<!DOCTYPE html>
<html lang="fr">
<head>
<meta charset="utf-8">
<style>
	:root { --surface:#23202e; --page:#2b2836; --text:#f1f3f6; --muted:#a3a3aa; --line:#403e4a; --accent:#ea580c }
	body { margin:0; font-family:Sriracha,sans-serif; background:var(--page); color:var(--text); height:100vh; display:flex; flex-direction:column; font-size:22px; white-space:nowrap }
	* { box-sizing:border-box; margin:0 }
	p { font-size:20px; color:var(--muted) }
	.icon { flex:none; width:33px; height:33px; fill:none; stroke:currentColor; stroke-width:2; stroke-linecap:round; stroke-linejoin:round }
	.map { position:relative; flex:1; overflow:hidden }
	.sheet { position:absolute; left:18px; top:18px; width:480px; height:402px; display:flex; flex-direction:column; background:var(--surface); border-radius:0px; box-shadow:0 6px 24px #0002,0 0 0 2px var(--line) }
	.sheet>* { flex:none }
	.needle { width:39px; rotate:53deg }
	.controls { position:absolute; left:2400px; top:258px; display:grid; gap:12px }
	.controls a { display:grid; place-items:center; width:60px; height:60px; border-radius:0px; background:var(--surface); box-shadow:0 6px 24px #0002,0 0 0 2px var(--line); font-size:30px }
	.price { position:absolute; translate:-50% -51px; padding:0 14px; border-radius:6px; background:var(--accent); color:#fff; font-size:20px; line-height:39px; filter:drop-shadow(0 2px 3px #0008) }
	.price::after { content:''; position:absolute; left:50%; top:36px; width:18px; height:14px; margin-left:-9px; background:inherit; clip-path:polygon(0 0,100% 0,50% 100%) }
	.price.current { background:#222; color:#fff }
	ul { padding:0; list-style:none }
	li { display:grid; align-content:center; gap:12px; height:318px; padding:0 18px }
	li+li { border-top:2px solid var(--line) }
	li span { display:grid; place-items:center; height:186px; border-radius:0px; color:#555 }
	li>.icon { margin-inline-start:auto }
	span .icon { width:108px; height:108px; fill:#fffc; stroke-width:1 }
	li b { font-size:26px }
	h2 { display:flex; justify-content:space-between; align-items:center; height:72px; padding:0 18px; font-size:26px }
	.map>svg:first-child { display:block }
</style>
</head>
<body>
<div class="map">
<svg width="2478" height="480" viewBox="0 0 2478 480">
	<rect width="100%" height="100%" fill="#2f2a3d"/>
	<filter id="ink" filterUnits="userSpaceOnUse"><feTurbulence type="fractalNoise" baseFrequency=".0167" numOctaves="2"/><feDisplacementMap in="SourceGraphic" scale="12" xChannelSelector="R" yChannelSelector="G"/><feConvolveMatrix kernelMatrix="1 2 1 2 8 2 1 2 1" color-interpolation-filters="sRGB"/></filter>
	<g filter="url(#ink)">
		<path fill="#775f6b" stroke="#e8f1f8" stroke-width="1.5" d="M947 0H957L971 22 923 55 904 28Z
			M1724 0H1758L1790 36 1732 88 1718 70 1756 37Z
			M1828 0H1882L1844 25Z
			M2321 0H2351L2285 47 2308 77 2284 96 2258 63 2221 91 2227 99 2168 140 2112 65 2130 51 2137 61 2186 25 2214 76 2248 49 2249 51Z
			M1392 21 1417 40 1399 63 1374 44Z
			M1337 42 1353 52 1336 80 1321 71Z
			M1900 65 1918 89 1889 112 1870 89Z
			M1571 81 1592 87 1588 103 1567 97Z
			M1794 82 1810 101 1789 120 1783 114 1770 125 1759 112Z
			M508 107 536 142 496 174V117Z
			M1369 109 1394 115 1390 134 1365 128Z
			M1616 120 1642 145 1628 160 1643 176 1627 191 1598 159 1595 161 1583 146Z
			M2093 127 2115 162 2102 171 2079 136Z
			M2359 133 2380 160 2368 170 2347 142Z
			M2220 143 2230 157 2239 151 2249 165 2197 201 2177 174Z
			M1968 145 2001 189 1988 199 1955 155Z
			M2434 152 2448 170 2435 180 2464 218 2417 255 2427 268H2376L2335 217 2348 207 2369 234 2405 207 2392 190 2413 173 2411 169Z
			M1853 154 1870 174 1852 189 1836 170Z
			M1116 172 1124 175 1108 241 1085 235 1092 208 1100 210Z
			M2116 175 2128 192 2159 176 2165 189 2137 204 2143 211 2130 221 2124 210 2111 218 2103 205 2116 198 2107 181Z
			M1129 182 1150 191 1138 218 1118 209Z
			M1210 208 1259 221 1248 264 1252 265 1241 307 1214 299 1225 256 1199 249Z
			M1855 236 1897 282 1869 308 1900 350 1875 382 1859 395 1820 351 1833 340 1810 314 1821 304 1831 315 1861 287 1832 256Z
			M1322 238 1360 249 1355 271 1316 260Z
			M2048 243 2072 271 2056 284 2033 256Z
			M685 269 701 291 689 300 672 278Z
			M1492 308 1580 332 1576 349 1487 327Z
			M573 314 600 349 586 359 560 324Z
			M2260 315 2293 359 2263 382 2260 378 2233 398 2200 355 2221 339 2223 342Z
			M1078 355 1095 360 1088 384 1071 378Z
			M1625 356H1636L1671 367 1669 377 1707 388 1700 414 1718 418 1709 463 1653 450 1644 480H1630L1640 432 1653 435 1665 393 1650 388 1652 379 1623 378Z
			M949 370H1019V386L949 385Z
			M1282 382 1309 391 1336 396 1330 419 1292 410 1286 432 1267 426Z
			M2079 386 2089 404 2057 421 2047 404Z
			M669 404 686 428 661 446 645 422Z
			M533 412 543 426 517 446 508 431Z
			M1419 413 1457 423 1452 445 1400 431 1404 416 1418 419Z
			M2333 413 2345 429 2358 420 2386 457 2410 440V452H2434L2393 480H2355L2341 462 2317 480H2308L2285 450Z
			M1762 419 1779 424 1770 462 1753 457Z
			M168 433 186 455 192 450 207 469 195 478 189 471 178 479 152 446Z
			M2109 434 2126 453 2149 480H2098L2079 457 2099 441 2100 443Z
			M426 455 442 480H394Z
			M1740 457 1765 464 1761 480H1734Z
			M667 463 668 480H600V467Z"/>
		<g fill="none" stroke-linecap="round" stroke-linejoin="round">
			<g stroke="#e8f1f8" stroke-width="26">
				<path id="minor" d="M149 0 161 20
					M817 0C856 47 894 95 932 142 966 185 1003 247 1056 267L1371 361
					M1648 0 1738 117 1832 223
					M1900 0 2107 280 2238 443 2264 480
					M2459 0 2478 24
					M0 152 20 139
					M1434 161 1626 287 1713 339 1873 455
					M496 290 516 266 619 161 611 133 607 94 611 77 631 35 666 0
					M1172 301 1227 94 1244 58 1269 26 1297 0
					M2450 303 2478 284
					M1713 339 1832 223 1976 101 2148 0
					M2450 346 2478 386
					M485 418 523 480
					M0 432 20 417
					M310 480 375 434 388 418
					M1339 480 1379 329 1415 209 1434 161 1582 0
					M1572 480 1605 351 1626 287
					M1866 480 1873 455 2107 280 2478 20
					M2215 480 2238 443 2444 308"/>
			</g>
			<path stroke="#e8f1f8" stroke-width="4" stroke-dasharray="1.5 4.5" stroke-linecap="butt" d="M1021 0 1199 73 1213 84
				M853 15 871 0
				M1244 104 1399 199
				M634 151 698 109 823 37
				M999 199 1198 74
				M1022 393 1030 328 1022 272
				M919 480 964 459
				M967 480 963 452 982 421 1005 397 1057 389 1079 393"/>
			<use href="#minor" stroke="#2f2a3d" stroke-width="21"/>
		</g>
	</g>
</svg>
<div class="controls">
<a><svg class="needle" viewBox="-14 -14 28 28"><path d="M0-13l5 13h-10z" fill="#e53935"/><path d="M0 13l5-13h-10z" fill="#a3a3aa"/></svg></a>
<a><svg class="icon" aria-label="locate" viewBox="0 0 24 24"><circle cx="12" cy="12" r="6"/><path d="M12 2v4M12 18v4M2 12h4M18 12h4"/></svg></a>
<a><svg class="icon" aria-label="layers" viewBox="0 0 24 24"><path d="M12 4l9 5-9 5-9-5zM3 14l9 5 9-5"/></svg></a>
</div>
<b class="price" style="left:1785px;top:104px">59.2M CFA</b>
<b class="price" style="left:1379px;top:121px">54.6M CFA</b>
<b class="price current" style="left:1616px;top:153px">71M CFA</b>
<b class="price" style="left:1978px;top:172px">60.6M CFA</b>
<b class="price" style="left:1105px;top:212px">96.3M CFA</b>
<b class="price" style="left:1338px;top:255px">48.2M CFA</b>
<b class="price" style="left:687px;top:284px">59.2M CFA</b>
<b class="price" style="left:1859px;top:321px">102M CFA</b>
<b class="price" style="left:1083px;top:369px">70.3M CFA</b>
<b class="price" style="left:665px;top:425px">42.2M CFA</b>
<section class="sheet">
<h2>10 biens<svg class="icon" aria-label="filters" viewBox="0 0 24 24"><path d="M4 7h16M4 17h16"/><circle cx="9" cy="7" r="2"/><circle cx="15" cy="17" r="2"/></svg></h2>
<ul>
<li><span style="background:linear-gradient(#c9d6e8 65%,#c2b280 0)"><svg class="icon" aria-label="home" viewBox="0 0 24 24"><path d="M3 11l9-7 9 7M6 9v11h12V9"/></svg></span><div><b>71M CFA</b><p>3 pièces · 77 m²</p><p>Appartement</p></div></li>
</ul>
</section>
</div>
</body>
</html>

────────────────────

• **Assigned task**: Every line from the first through the one containing "--surface:#23202e; --page:#2b2836; --text:#f1f3f6;" in the listing above must be given again exactly, with nothing else alongside.

• **Solution to this exercise**:
<!DOCTYPE html>
<html lang="fr">
<head>
<meta charset="utf-8">
<style>
	:root { --surface:#23202e; --page:#2b2836; --text:#f1f3f6; --muted:#a3a3aa; --line:#403e4a; --accent:#ea580c }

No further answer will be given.